Whatever your career, having a source of income if you suffer a debilitating work event – or an illness or injury that is non-work related but keeps you from earning – can be the difference between staying in your home or losing it altogether.
Why you need disability insurance
Disability insurance pays a portion of your income in exactly those types of scenarios.
While you may not think that you will at any time be missing months or years of work because of an injury or illness, especially if you’re young and healthy, things can change in a heartbeat. Consider that 25% of 20-year-olds today will experience disability for 90 days or more before they reach 67, according to the Social Security Administration.
Types of disability coverage
There are two main types of disability insurance – short-term and long-term coverage. If you are disabled, both policies will replace a portion of your monthly salary. In addition, some long-term policies come with extra benefits like job retraining so that you can re-enter the workforce if you are no longer able to perform your old job.
Policies will often pay out benefits depending on how they define “disabled,” and coverages engage in various circumstances:
- Some will pay only if you cannot work at all.
- Some will only pay out benefits if you can’t work in any job that you are qualified for.
- Some will pay if you can’t perform a job in your current occupation.
- Some will even cover partial disabilities and will pay a portion of benefits if you are able to work part-time or in light duty with lower pay.
Short-term policies:
- Replace 60% to 70% of base salary
- Length of payments varies for a few months up to one year.
- Usually have a waiting period of about two weeks between the time you become disabled and when you receive your first benefits.
Long-term policies:
- Replace 40% to 60% of base salary.
- Will pay benefits until the disability ends or a set number of years after the policyholder retires.

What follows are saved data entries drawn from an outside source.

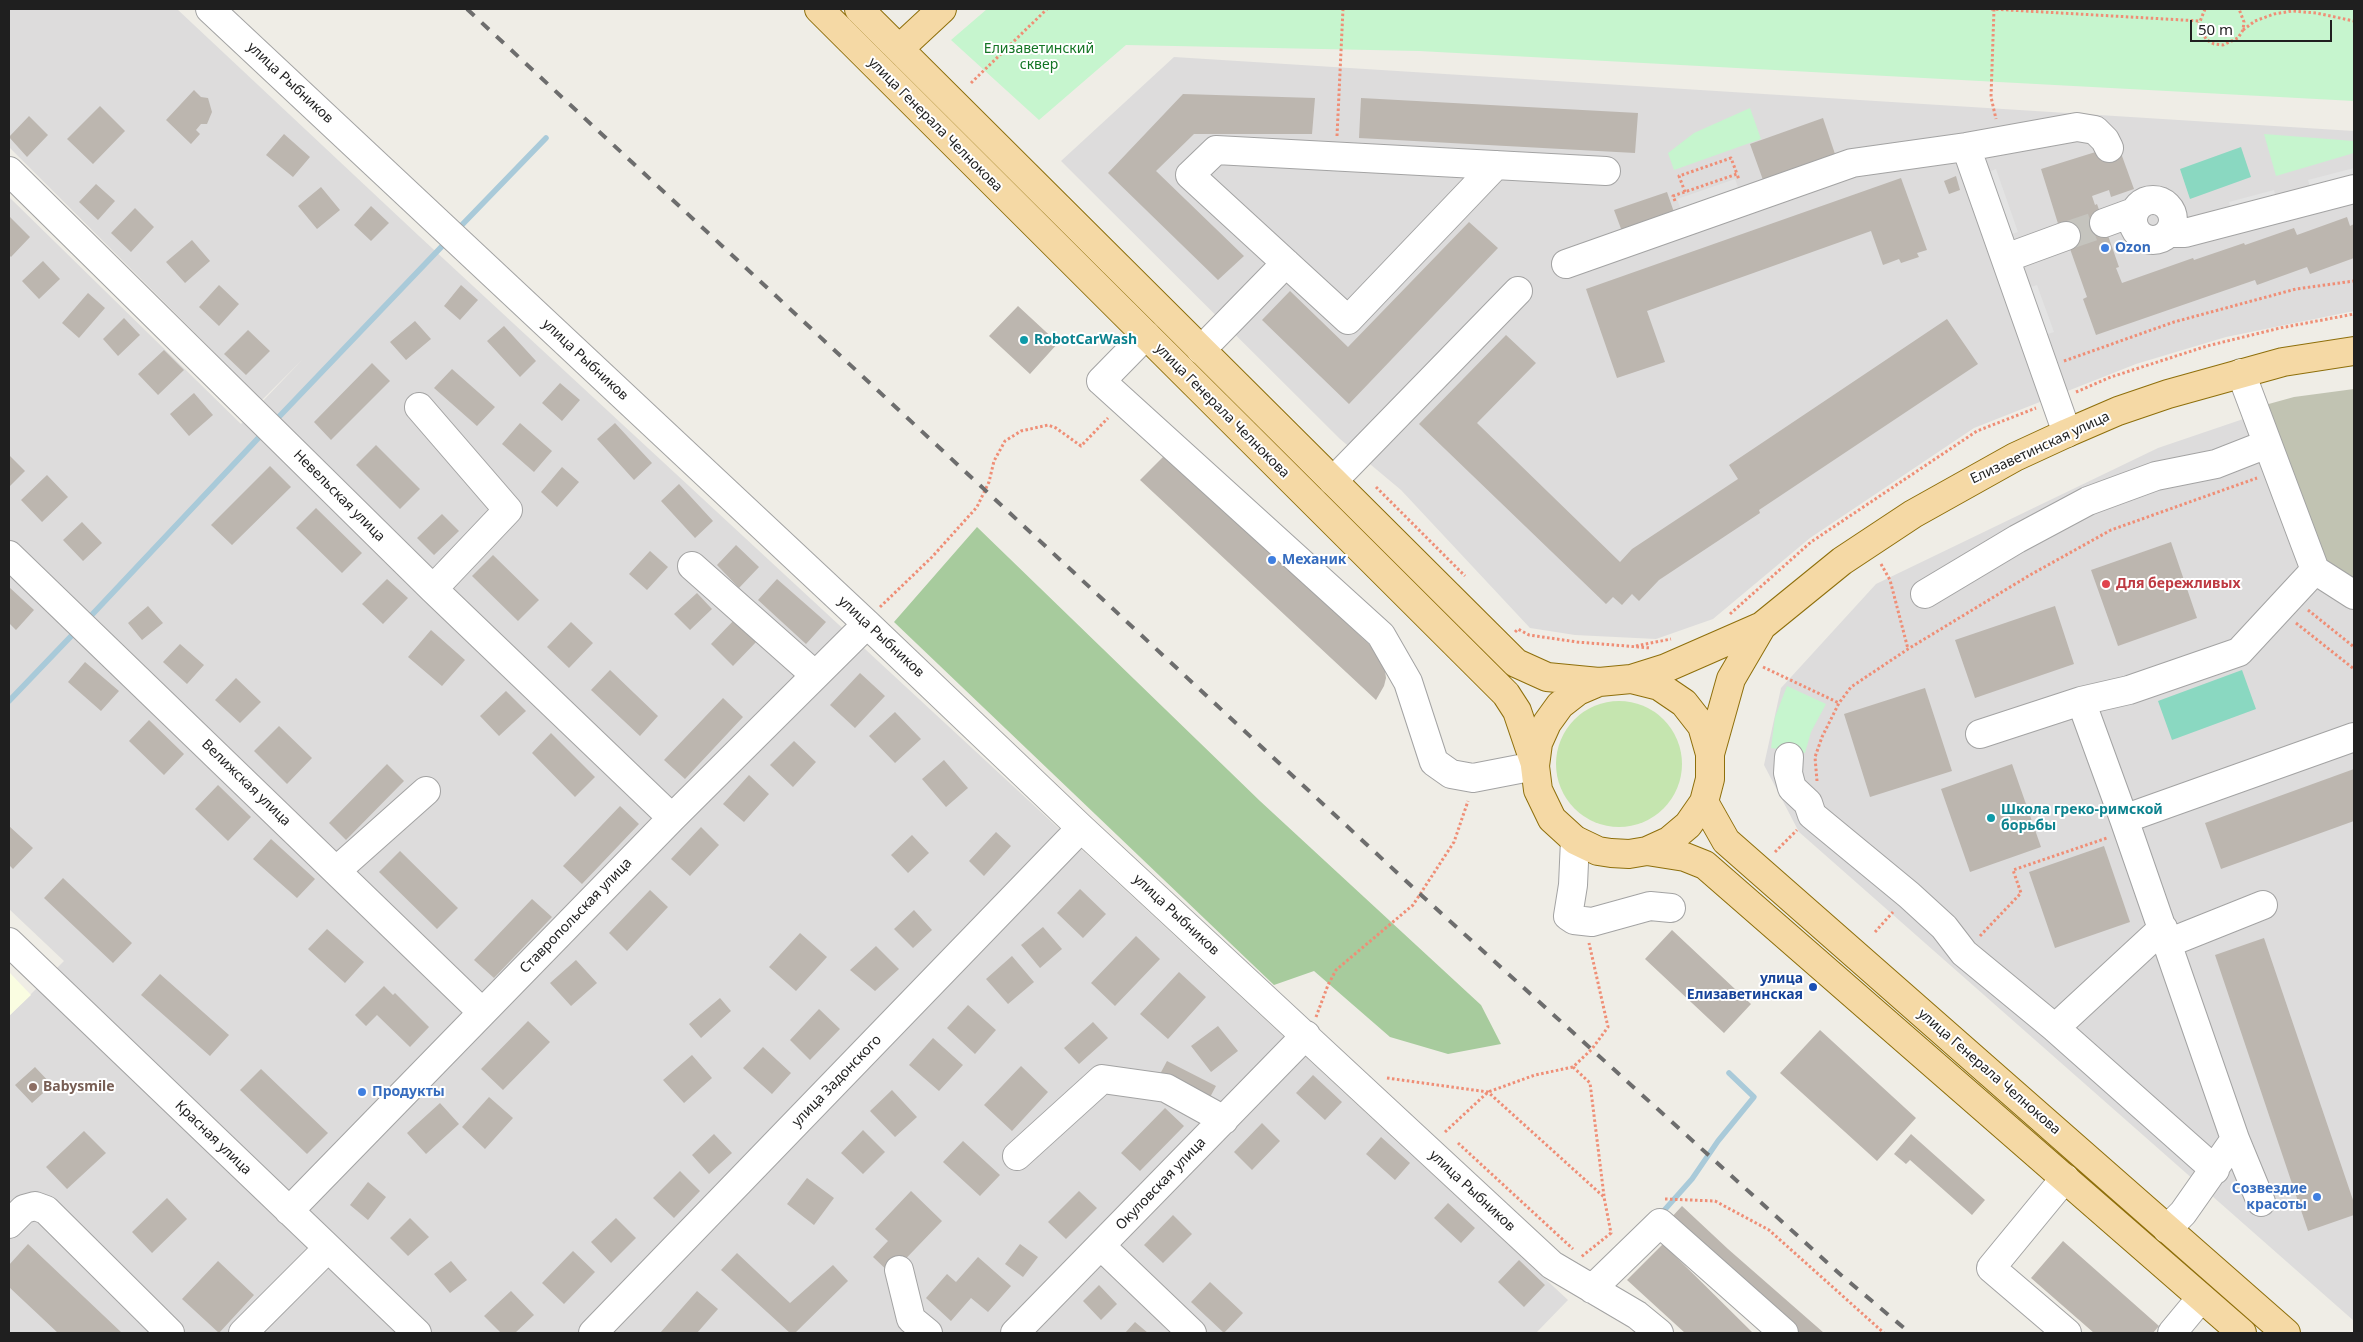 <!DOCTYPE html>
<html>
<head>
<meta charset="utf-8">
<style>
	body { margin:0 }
	#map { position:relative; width:2363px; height:1342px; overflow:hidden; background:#efede6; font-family:"Noto Sans",sans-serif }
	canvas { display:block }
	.frame { position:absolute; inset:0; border:10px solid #1f1f1f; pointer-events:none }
	.scale { position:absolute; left:2190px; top:20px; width:142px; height:22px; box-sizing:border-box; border:2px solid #1f1f1f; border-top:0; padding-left:6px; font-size:15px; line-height:18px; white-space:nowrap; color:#1f1f1f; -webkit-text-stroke:4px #fff; paint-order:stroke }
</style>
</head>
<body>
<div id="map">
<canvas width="2363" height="1342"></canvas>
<div class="frame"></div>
<div class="scale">50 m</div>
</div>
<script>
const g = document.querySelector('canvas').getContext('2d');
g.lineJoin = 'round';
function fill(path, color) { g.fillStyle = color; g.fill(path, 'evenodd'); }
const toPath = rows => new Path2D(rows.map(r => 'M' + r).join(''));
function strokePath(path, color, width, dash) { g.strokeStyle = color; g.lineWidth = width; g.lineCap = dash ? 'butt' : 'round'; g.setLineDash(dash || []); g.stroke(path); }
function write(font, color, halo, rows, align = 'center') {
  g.font = font + ' "Noto Sans",sans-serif'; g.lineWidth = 4; g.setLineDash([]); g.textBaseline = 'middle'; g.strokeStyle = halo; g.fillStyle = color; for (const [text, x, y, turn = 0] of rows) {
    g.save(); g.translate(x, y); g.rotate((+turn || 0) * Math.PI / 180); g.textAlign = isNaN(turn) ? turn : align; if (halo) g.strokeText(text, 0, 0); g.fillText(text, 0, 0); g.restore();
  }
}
const residential = toPath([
	[9,9,177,9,419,236,1568,1300,1536,1333,9,1333,9,1016,64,961,9,909,9,197,241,424,303,359,262,400,9,147],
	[1174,57,2354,131,2354,311,2226,337,2136,364,1974,428,1810,538,1713,619,1656,639,1575,635,1530,628,1401,490,1340,439,1061,161],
	[2354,401,2354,1321,1799,832,1764,765,1781,688,1876,584,2158,448,2258,414]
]);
const education = toPath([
	[9,972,31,995,9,1016]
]);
const construction = toPath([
	[2354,389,2354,581,2322,558,2265,405,2294,397]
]);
const grass = toPath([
	'1556 764a63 63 0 1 1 126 0a63 63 0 1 1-126 0Z'
]);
const forest = toPath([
	[977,527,1260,801,1481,1005,1501,1044,1448,1054,1390,1037,1314,971,1274,985,894,622]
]);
const park = toPath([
	[987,9,2354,9,2354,101,1419,51,1126,45,1039,120,951,40],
	[1750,108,1761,139,1674,170,1668,153,1694,133],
	[2264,134,2354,141,2354,153,2276,176],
	[1787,686,1826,704,1811,732,1805,753,1771,748,1775,717]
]);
const pitch = toPath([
	[2241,147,2251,177,2190,199,2180,169],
	[2242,670,2256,709,2172,740,2158,701]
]);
const parking = toPath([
	[2354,168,2354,183,2312,194,2308,180],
	[1996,169,2018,232,2006,236,1984,174],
	[1735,179,1739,190,1681,210,1677,199],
	[2274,190,2277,203,2233,215,2229,202],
	[2037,285,2054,332,2042,336,2025,289]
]);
const stream = toPath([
	[457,230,546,138],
	[274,422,447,241],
	[87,620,264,432],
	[9,701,77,630],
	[1660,1215,1692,1179,1718,1141,1754,1097,1729,1073]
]);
const building = toPath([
	[194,90,201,97,208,98,212,112,207,124,201,124,196,130,200,134,191,144,166,120],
	[1183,94,1315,98,1312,134,1194,134,1156,171,1244,256,1218,280,1108,173],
	[1361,98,1638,113,1635,153,1359,138],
	[100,106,125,131,93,164,67,139],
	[29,116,48,135,27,157,9,137],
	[1823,118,1835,154,1763,180,1750,144],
	[284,134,310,157,293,177,266,155],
	[2118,145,2134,189,2111,197,2109,190,2092,196,2095,205,2097,204,2119,267,2116,268,2122,283,2193,258,2194,260,2244,243,2245,245,2294,228,2297,235,2347,217,2350,226,2354,224,2354,258,2310,274,2307,267,2257,285,2255,280,2096,335,2083,299,2087,297,2063,229,2060,230,2041,169],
	[1956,176,1960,190,1949,194,1944,181],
	[1901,178,1927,250,1917,253,1919,257,1901,263,1899,259,1883,265,1871,231,1647,311,1665,362,1617,378,1586,289],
	[96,184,115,201,98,220,79,202],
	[321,187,340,210,317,229,298,206],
	[1667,192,1675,215,1623,234,1614,210],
	[371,206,389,223,371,241,354,225],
	[135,208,154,227,131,252,111,233],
	[10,217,30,237,11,257,9,255],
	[1469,222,1498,248,1349,404,1262,320,1290,291,1348,347],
	[192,240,210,261,185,283,166,262],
	[43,261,60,279,39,299,22,281],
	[219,285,239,304,219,326,199,307],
	[461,285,478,300,460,320,444,306],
	[88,293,105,308,79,338,62,323],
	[1018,306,1058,343,1030,374,989,336],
	[124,318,140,335,118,356,103,339],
	[1947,319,1978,364,1759,510,1760,513,1659,580,1639,601,1632,594,1622,605,1613,597,1606,604,1419,424,1506,335,1536,363,1477,423,1620,562,1632,549,1738,479,1729,465],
	[415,321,431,339,406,360,390,342],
	[504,326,536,361,520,377,487,341],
	[248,330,270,351,246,375,224,354],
	[164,350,184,370,158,395,138,374],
	[372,363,390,381,331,440,314,422],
	[452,369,495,407,477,426,434,388],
	[560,383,580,400,562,421,542,403],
	[194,393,213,415,189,436,170,414],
	[520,423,552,451,534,472,502,444],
	[615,423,652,463,634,480,597,439],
	[376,445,420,489,400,509,356,465],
	[1166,454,1372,647,1385,670,1386,678,1384,686,1376,700,1140,480],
	[9,455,25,471,9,487],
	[270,466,291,487,232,545,211,525],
	[562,467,579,482,557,507,541,492],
	[47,475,68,497,42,522,21,500],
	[679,484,713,521,695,538,661,501],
	[316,508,362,553,342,573,296,528],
	[442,514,459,531,434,555,417,538],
	[82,522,102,543,83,561,63,540],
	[2171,542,2197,618,2118,646,2091,570],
	[736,545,759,567,739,588,717,565],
	[650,551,668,567,647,590,629,574],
	[493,555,539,600,518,621,472,576],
	[387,579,408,598,383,624,362,604],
	[777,579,826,622,806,644,758,600],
	[9,587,34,610,16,630,9,623],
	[697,593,712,609,690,630,674,614],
	[148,606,163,623,142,640,128,623],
	[2055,606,2074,664,1975,698,1955,640],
	[736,618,758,640,733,666,711,644],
	[571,622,593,643,569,668,547,647],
	[431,630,465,660,442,686,408,657],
	[180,644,204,665,187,684,163,662],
	[85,662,119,691,101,711,68,682],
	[610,670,658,716,640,736,591,690],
	[860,673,885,696,855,728,830,705],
	[236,678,261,702,240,723,215,700],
	[1925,688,1952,771,1870,797,1844,714],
	[506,691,526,711,499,736,480,716],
	[723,698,743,717,685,779,664,760],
	[895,712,921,739,895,763,869,736],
	[149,720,184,754,164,775,129,741],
	[279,726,312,758,287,784,254,751],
	[551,733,595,777,575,797,532,753],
	[794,741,816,762,793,787,770,765],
	[944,760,968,788,946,807,922,779],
	[387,764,404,781,346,840,329,823],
	[2012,764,2041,847,1970,872,1941,789],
	[2354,769,2354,821,2221,869,2205,823],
	[749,775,769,794,744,822,723,804],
	[218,785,251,817,228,841,195,809],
	[620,806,639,824,582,884,563,866],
	[9,826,33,848,13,869,9,865],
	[701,827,719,845,690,876,671,859],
	[996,832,1011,846,984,876,969,861],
	[912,835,929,853,908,873,891,855],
	[271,839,315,879,297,898,253,859],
	[2104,846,2130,922,2055,948,2029,872],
	[400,851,458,908,437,929,379,872],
	[63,878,132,943,113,963,44,898],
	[1080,889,1106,914,1083,938,1057,913],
	[650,890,668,907,627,951,609,933],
	[532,899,552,917,494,978,474,960],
	[914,910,932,930,913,948,894,929],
	[1043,927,1062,949,1040,968,1021,945],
	[327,929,364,962,345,983,308,949],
	[1672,930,1751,1004,1724,1033,1645,959],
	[800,933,827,957,796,991,769,967],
	[1136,936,1160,959,1115,1006,1091,983],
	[2264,938,2354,1203,2354,1215,2308,1231,2215,955],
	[876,946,899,969,875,991,850,970],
	[1012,956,1034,982,1008,1004,986,979],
	[576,960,597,983,571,1006,550,983],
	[1179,972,1206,997,1168,1039,1140,1014],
	[160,974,229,1035,210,1056,141,995],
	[384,986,393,995,395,993,429,1027,410,1047,377,1015,366,1026,355,1015],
	[720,998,731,1011,701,1038,689,1024],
	[968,1005,996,1030,975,1054,947,1028],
	[819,1009,840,1029,810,1060,790,1040],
	[528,1021,550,1042,503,1090,481,1069],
	[1093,1022,1108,1038,1079,1064,1064,1048],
	[1218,1026,1238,1051,1211,1072,1191,1046],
	[1820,1030,1916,1118,1877,1161,1780,1073],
	[933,1038,963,1065,939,1091,909,1065],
	[763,1047,791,1073,772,1094,743,1068],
	[692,1055,712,1078,684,1103,663,1080],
	[1167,1061,1216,1086,1208,1101,1159,1076],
	[1021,1066,1048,1092,1012,1131,984,1105],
	[35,1067,52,1085,32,1103,15,1085],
	[261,1069,328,1133,307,1154,240,1090],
	[1313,1075,1342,1102,1325,1120,1296,1093],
	[892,1090,917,1117,895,1137,870,1111],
	[489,1097,513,1118,485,1149,462,1127],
	[440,1103,459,1124,426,1154,407,1133],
	[1165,1108,1184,1126,1140,1171,1121,1153],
	[1262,1123,1280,1141,1252,1170,1234,1152],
	[863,1130,885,1152,863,1174,841,1153],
	[84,1131,106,1153,67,1189,46,1167],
	[714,1134,732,1153,709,1174,692,1155],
	[1911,1134,1985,1200,1972,1215,1910,1160,1906,1164,1894,1154],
	[1381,1137,1410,1163,1395,1180,1366,1154],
	[963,1141,1000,1175,980,1196,943,1162],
	[680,1171,700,1191,674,1218,653,1198],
	[807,1178,834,1198,814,1225,787,1204],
	[368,1182,386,1197,368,1220,350,1205],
	[911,1191,942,1221,891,1274,873,1257,888,1241,875,1229],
	[1079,1191,1097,1208,1066,1239,1048,1222],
	[167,1198,187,1219,152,1253,132,1232],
	[1448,1203,1475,1228,1461,1243,1434,1218],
	[1682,1206,1728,1249,1824,1333,1797,1333,1669,1220],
	[1173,1215,1192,1234,1163,1263,1144,1245],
	[410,1218,429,1237,408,1256,390,1238],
	[616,1218,636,1238,611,1263,591,1242],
	[2063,1241,2159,1326,2153,1333,2094,1333,2031,1278],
	[28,1244,122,1333,58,1333,9,1287,9,1265],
	[1020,1244,1038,1257,1023,1277,1005,1264],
	[1663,1244,1753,1333,1685,1333,1627,1280],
	[573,1251,595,1272,564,1304,542,1283],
	[737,1253,790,1303,833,1265,848,1281,795,1333,790,1333,721,1270],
	[978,1257,1011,1286,988,1312,971,1298,951,1321,926,1298,947,1274,956,1282],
	[1519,1260,1545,1285,1524,1307,1498,1282],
	[218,1261,254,1295,219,1333,182,1299],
	[451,1261,467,1280,450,1293,434,1274],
	[1210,1282,1243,1313,1224,1333,1191,1302],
	[1099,1285,1117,1304,1101,1320,1083,1301],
	[511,1291,534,1315,515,1333,501,1333,484,1316],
	[697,1291,718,1309,697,1333,660,1333],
	[1135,1322,1148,1333,1125,1333]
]);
const minorTunnel = toPath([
	[2066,236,2104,223]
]);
const path = toPath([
	[1991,9,2200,21],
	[1994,9,1991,97,1996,119],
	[2205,9,2199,24,2202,33,2207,40,2214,44,2223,45,2238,38,2243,30,2244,22,2239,9],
	[2243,30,2255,21,2274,14,2292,11,2316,13,2354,21],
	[971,83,1047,9],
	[1337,136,1343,9],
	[1685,192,1679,176,1731,158,1737,174],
	[1675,201,1673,196,1737,174,1739,180],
	[2064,361,2174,322,2296,289,2354,281],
	[2076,392,2111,377,2207,346,2280,328,2354,314],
	[1376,487,1465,576],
	[1881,564,1890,580,1908,649],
	[880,607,932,557,977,507,989,482,994,461,1005,441,1021,431,1048,425,1056,428,1081,446,1108,418],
	[2308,610,2354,647],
	[1730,614,1811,542,1977,431,2036,408],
	[2296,623,2354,669],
	[1515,632,1518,629,1529,635,1577,642,1651,648],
	[1636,646,1671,639],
	[1763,667,1839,703],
	[1817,781,1815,757,1822,737,1839,703,1851,687,1908,649,2030,575,2111,530,2257,478],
	[1775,852,1797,830],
	[1875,932,1893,912],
	[1980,936,2021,893,2013,870,2107,838],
	[1316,1017,1328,985,1336,970,1413,905,1454,842,1468,801],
	[1573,1067,1590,1083,1604,1196],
	[1387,1078,1488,1092,1604,1197,1611,1233,1581,1257],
	[1445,1132,1488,1092,1535,1075,1573,1067,1592,1049,1608,1027,1589,943],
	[1458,1143,1573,1249],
	[1665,1199,1715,1201,1769,1230,1884,1333]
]);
const minor = toPath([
	[210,9,867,624,1081,828,1552,1265,1637,1315,1659,1333],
	[1966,147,2067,433],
	[1496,165,1348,320,1190,175,1216,150,1606,171],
	[9,171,433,589,672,818],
	'2133 220a20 20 0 1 1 40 0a20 20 0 1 1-40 0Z',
	[2104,223,2134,212],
	[2169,233,2185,233,2354,189],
	[2006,258,2066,236],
	[1566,264,1852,163,1966,147,2077,127,2095,130,2105,140,2109,148],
	[1146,335,1101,381,1381,635,1408,682,1434,762,1451,774,1473,778,1535,766],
	[1201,350,1286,263],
	[419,407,508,510,433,589],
	[1333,481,1518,291],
	[9,555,482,1012],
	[692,566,815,675],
	[2315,570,2354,595],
	[1925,594,2017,539,2088,501,2156,476,2216,464,2267,444],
	[2081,701,2124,819],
	[1980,734,2081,701,2129,690,2239,652,2315,570,2241,373],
	[1789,757,1788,773,1792,788,1808,803,1812,815,1909,895,1944,927,1964,953,2055,1028,2215,1170],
	[1575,840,1573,885,1568,916,1574,920,1592,922,1650,906,1671,908],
	[336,871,426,791],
	[9,942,417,1333],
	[2168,943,2263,905],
	[2055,1028,2163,928],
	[2235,1139,2261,1202],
	[1017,1156,1102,1079,1166,1088,1224,1120],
	[2065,1178,1991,1268,2067,1333],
	[289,1211,672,818,867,624],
	[9,1224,24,1209,35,1206,46,1210,170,1333],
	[2167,1229,2183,1213,2235,1139,2124,819,2354,737],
	[1101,1246,1192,1333],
	[899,1270,911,1319,928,1333],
	[1592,1289,1660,1223,1784,1333],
	[243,1333,328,1248],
	[593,1333,1081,828],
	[1015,1333,1306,1035],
	[2172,1333,2201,1298]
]);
const major = toPath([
	[819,9,1506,694,1517,711,1535,764],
	[859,9,1516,663,1547,677,1599,682,1631,679,1659,686,1684,703,1702,726,1710,754,1710,779,1704,802,1688,825,1669,841,1647,851,1629,854,1611,853,1598,851,1575,840,1552,819,1538,790,1535,766,1538,743,1547,723,1560,705,1578,691,1599,682],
	[899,49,942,9],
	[1631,679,1666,668,1762,626,1842,561,1913,514,2015,457,2067,433,2118,411,2168,394,2283,362,2354,351],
	[1710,754,1731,679,1762,626],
	[1704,802,1726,841,2286,1333],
	[1647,851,1685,857,1705,865,2242,1333]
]);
const rail = toPath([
	[467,9,1420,894,1841,1275,1910,1333]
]);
const markers = [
	[2105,248,5,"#3f7fe0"],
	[1024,340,5,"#0f9aa8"],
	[1272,560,5,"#3f7fe0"],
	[2106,584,5,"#e0444e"],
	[1991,818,5,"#0f9aa8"],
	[1813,987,5,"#1a4fb4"],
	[33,1087,5,"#8d6e63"],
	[362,1092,5,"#3f7fe0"],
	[2317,1197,5,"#3f7fe0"]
];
const parkNames = [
	["Елизаветинский",1039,49],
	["сквер",1039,65]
];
const streetNames = [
	["улица Рыбников",290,83,43],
	["улица Генерала Челнокова",935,125,45],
	["улица Рыбников",585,360,43],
	["улица Генерала Челнокова",1222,411,45],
	["Елизаветинская улица",2040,448,-25],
	["Невельская улица",339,496,45],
	["улица Рыбников",881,637,43],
	["Велижская улица",246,783,44],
	["улица Рыбников",1176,915,43],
	["Ставропольская улица",576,916,-46],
	["улица Генерала Челнокова",1989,1072,41],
	["улица Задонского",837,1081,-46],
	["Красная улица",213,1138,44],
	["Окуловская улица",1161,1184,-46],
	["улица Рыбников",1472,1191,43]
];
const shopNames = [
	["Ozon",2115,248],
	["Механик",1282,560],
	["Продукты",372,1092],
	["Созвездие",2307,1189,"right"],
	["красоты",2307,1205,"right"]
];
const cultureNames = [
	["RobotCarWash",1034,340],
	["Школа греко-римской",2001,810],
	["борьбы",2001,826]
];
const healthNames = [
	["Для бережливых",2116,584]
];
const transitNames = [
	["улица",1803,979],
	["Елизаветинская",1803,995]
];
const educationNames = [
	["Babysmile",43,1087]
];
fill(residential, '#dddcdc');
fill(education, '#fafde1');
fill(construction, '#c1c3b2');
fill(grass, '#c5e5af');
fill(forest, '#a7cb9d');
fill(park, '#c6f5ce');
fill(pitch, '#8ad8c1');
fill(parking, '#e3e3e3');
strokePath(stream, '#a9cad9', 5.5);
fill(building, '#bcb6af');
strokePath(minorTunnel, '#c5c4be', 28, [28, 14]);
strokePath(minor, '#a3a3a3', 30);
strokePath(major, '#8e6f0b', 30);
strokePath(path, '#ef8e76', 3, [2.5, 2.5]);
strokePath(minor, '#fff', 28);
strokePath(major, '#f5d9a5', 28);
strokePath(rail, '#6d6d6d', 4, [10, 10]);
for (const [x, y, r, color] of markers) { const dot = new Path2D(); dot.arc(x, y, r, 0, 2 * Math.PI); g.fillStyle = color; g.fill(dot); strokePath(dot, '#fff', 2); }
write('14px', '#147525', '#fff', parkNames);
write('14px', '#1f1f1f', '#fff', streetNames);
write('bold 14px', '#366cbe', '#fff', shopNames, 'left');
write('bold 14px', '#0d838f', '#fff', cultureNames, 'left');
write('bold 14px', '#be3a42', '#fff', healthNames, 'left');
write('bold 14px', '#164399', '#fff', transitNames, 'right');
write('bold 14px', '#785e54', '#fff', educationNames, 'left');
</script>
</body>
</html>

- Usually have a waiting period of 90 days from the time of disability until the first benefit is paid.
Buying your own disability policy
Many employers will offer voluntary disability insurance, but often policies may not be sufficient to cover you if you are disabled as they are typically capped at a certain percentage of your salary. In that case, you may want to supplement the coverage if your salary is much greater than the maximum benefit.
We can work with you to determine the amount of disability coverage you would need if you also have access to a voluntary plan through your employer. Just remember that the maximum amount of salary that you would be able to replace through your policies is 75% from all of the policies combined.
The benefits of a personal disability policy are:
- You can customize coverage with additional coverages like job retraining and cost-of-living adjustments each year.
- The policy stays with you if you change jobs, and for as long as you keep up the premiums.
- Benefits paid are not taxed, unlike a policy that your employer may pay for.
- Costs
Premiums for a long-term disability policy usually range from 1% to 3% of your annual income.
Factors that can affect the premium include:
- Your age.
- Your health.
- Your gender (women pay more than men).
- Smoking.
- Your job (high-risk jobs mean higher premiums).
- Policy definition of “disability.” The narrower the definition, the lower the premium (see above).
- Length of waiting period for when the insurer starts paying benefits.
- Your income.
- Length of time that benefits are paid.
- Additional features like job retraining, cost-of-living adjustments.